(RECORD EXTRACTS Opens)

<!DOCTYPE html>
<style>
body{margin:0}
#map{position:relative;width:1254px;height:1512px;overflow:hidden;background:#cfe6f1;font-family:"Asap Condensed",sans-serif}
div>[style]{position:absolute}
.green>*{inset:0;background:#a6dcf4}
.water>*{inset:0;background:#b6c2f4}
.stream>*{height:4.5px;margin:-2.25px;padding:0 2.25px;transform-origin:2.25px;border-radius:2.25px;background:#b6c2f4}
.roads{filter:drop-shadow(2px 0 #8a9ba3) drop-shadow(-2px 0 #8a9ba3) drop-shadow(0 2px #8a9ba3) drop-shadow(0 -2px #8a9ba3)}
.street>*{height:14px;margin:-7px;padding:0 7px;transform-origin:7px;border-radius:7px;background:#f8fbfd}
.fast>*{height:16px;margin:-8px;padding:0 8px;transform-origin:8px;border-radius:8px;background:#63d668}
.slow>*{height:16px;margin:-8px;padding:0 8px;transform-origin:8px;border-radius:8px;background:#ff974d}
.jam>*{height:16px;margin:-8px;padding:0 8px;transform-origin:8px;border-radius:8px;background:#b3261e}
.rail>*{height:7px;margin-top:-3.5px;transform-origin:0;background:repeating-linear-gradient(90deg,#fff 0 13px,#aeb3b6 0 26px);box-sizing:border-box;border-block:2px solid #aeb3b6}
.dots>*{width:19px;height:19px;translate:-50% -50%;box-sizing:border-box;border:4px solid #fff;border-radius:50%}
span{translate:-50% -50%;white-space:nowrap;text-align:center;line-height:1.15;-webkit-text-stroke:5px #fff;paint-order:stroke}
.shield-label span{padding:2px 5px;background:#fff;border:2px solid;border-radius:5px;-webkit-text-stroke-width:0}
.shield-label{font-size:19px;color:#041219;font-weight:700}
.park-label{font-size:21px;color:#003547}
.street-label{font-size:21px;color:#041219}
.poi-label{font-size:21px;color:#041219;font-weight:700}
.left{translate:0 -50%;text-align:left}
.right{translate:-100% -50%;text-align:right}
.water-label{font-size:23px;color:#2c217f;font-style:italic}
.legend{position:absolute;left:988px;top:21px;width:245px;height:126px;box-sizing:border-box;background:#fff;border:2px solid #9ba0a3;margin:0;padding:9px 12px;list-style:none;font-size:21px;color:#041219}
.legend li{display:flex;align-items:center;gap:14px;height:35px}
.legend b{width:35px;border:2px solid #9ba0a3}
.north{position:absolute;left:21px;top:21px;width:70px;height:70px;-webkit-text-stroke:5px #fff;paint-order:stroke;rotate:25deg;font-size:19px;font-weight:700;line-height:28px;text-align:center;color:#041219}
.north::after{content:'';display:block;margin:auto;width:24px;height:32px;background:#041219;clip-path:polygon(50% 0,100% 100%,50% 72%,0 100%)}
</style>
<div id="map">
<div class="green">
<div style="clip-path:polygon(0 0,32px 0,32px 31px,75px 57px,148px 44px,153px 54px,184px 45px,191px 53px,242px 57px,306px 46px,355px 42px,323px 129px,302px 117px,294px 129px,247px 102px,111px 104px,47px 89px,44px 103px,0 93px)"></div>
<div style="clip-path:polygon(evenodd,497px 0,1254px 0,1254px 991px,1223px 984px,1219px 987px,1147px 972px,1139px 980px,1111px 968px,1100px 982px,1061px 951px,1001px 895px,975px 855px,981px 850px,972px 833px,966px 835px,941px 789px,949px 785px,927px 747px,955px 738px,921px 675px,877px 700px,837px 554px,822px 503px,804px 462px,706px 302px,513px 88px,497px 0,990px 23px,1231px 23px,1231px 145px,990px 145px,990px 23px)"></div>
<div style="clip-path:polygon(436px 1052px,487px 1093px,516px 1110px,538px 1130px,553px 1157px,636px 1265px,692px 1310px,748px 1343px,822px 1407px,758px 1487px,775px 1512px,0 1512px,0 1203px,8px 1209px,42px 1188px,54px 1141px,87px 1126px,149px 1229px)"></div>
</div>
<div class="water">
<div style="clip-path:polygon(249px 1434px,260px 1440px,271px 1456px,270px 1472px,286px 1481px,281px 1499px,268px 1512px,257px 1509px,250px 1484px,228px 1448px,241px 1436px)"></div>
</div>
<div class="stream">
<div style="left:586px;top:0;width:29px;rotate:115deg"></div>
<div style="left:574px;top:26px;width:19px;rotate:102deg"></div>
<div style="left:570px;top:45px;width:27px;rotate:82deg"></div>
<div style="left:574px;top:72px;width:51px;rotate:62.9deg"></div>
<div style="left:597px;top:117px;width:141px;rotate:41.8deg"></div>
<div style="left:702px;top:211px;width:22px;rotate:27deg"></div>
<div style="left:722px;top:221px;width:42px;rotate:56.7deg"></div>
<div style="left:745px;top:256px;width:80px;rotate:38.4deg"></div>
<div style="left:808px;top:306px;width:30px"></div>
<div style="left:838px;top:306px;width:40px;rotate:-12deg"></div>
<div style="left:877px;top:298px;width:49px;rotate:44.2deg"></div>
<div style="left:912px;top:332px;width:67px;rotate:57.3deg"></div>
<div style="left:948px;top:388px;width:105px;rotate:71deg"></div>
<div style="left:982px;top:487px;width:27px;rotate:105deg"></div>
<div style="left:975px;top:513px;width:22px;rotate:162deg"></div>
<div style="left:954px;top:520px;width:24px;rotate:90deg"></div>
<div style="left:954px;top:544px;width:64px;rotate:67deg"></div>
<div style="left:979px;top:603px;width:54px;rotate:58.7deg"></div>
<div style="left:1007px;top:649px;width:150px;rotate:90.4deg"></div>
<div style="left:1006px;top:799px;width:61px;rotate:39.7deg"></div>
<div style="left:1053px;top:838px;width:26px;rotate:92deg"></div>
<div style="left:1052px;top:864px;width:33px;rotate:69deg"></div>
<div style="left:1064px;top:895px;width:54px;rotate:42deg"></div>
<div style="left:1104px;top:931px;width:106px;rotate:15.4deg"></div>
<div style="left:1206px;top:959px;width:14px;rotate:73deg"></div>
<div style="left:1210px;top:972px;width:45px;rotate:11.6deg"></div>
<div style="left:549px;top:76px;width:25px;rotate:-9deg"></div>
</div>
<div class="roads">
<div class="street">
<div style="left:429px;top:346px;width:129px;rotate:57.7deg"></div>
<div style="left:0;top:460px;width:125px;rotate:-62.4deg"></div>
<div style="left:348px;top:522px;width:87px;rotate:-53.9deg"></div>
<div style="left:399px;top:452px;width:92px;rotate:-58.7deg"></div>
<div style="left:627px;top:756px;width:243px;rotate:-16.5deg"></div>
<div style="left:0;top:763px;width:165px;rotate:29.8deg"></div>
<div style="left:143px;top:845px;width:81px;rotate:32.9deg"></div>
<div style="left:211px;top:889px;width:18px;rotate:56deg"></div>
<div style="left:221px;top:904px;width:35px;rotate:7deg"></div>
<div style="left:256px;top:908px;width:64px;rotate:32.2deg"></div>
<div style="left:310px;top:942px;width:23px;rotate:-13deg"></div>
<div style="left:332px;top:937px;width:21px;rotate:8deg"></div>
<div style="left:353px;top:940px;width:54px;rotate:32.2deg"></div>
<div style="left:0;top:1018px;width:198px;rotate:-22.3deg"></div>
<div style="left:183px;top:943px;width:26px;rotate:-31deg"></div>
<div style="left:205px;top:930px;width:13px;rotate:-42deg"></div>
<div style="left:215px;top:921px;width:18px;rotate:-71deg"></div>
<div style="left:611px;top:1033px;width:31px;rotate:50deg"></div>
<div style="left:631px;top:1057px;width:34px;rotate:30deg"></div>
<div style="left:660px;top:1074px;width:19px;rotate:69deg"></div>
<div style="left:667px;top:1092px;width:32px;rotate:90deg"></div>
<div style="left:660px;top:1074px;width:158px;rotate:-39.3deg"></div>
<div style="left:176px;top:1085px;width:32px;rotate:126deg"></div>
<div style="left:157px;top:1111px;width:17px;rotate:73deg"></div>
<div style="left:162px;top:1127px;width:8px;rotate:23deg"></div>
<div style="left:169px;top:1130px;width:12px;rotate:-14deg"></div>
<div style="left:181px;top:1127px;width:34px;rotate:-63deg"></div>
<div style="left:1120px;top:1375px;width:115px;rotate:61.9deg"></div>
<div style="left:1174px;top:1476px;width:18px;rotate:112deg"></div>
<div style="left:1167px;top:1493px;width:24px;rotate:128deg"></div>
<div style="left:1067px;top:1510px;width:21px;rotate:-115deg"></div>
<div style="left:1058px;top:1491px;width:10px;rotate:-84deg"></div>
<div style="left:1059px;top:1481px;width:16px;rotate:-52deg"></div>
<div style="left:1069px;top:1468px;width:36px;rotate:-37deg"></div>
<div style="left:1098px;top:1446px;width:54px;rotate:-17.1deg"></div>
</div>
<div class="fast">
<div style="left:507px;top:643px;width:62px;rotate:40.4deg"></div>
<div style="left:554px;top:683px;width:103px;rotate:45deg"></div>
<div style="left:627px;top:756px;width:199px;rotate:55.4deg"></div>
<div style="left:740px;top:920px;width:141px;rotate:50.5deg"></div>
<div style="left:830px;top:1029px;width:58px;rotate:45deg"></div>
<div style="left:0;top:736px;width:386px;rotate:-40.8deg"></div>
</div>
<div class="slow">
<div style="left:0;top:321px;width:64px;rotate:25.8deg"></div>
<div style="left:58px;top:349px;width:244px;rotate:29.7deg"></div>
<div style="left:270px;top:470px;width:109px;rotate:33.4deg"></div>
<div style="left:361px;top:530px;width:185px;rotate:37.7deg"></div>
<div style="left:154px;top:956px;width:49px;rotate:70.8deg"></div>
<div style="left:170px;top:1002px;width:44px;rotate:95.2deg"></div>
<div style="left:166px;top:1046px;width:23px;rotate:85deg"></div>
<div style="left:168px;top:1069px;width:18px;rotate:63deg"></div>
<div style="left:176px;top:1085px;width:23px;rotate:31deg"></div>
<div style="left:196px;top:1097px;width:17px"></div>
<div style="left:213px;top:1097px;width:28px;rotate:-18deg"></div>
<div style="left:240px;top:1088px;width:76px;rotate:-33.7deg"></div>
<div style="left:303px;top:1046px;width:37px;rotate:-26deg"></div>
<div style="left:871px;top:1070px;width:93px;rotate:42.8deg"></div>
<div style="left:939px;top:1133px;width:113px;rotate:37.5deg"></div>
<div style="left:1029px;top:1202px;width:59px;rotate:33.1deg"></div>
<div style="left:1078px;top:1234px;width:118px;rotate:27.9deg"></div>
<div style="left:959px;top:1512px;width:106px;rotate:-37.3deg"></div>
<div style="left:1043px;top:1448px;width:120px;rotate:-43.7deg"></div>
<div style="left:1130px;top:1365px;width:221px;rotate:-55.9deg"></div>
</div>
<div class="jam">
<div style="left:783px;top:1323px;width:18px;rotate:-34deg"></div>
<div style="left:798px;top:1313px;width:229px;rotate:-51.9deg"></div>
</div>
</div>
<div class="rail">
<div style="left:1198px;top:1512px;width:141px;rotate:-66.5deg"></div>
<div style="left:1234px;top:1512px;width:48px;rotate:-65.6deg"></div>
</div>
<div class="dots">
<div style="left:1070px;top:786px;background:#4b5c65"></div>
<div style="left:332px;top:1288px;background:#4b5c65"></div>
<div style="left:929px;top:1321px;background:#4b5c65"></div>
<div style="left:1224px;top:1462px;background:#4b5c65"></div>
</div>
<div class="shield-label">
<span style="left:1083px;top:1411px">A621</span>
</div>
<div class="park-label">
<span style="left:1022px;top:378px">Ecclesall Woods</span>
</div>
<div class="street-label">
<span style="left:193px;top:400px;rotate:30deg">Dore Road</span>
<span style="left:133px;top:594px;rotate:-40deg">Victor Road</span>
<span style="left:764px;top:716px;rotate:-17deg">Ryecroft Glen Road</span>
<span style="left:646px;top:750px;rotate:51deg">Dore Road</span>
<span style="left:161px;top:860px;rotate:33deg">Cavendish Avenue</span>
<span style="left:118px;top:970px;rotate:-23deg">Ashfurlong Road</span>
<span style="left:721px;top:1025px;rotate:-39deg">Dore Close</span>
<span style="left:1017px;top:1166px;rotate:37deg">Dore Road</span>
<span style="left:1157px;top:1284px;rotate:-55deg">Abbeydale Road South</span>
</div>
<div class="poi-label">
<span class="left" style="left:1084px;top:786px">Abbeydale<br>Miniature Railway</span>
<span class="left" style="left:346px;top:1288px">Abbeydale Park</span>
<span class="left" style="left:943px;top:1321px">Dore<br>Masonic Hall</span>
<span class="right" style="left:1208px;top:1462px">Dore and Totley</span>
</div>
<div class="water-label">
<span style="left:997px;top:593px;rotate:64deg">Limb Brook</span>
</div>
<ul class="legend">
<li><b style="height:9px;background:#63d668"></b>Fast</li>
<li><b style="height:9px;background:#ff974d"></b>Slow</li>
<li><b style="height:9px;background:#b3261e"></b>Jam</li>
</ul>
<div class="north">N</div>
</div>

(RECORD EXTRACTS Closes)

ASSIGNMENT: A bare number is the whole answer: how many lines in the entries contain "stream"?

ANSWER FOR THE TASK: 2